Sumber: Liputan6.com

September hitam, sebuah momentum sebagai sarana merawat ingatan terhadap kasus-kasus pelanggaran HAM berat oleh negara. Tragedi tragis dan kelam kerap kali terjadi dan menghantui bulan yang lekat akan kelegamannya ini. Dimulai dari peristiwa yang selalu masuk ke dalam catatan sejarah, yakni G30S PKI. Pada tahun 1965, kejadian yang cukup menggegerkan kondisi negeri pada saat itu, dugaan terhadap negara turut andil dalam korban pembantaian tujuh jenderal masih terus menjadi konspirasi besar hingga kini, ditambah dengan campur tangan negara dalam upaya pemberian doktrin melalui penayangan film yang mengangkat peristiwa tersebut. 

Selanjutnya tragedi Tanjung Priok pada 12 September 1984 yang lagi-lagi mencerminkan tindakan-tindakan pelanggaran HAM. Persoalan mengenai adanya supremasi ideologi menimbulkan penolakan dari beberapa pihak hingga melayangkan protes dan agenda mengkritik pemerintahan saat itu, sampai kemudian menimbulkan kegeraman dan memicu kerusuhan yang mengakibatkan adanya korban jiwa.
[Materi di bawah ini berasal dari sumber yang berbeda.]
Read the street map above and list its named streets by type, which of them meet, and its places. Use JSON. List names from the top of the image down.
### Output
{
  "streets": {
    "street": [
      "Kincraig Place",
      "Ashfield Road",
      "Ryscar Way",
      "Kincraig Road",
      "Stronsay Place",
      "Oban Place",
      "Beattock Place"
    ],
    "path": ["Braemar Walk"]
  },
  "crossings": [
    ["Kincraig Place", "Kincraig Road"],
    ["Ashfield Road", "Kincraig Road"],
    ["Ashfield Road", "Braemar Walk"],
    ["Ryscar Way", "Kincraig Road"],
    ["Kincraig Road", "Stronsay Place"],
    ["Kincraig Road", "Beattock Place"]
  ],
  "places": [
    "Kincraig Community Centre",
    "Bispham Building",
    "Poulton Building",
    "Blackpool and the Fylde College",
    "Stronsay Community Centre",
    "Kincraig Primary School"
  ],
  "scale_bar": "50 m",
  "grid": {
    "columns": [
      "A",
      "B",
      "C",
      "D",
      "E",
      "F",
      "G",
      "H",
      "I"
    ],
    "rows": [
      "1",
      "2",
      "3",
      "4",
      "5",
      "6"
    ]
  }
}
Lalu, peristiwa Semanggi II pada 24 September 1999, ketika mahasiswa berdemonstrasi menentang RUU Penanggulangan Keadaan Bahaya (PKB) dan tuntutan mencabut dwifungsi ABRI/TNI, aksi ini menunjukkan adanya tindakan represifitas aparat terhadap massa aksi hingga timbulnya serangan yang menewaskan beberapa mahasiswa. 

Tak lupa, kasus pembunuhan aktivis HAM, Munir Said Thalib dengan kronologi diracun di udara pada 7 September 2004 menambah catatan hitam negara dalam peringatan bulan penuh kekelaman ini. Hal-hal yang menjadi misteri dibalik kasus penuh kejanggalan ini masih belum tersingkap kepada publik. Hal serupa terkait pembunuhan aktivis terlihat pada kasus Salim Kancil sang aktivis lingkungan pada 26 September 2015, seorang petani yang dibunuh karena menolak tambang pasir di desanya tempat ia tinggal. 

Ditambah lagi, kasus serupa dengan represifitas pada aksi massa demonstrasi pun menambah catatan peristiwa september hitam ini, tepatnya pada 5 tahun silam yakni 23-30 September 2019 melibatkan aksi besar mahasiswa dari setiap penjuru universitas, turun ke jalan dalam aksi menuntut revisi Undang-Undang Komisi Pemberantasan Korupsi (UU KPK) dan menolak sejumlah Rancangan Undang-Undang (RUU) bermasalah. 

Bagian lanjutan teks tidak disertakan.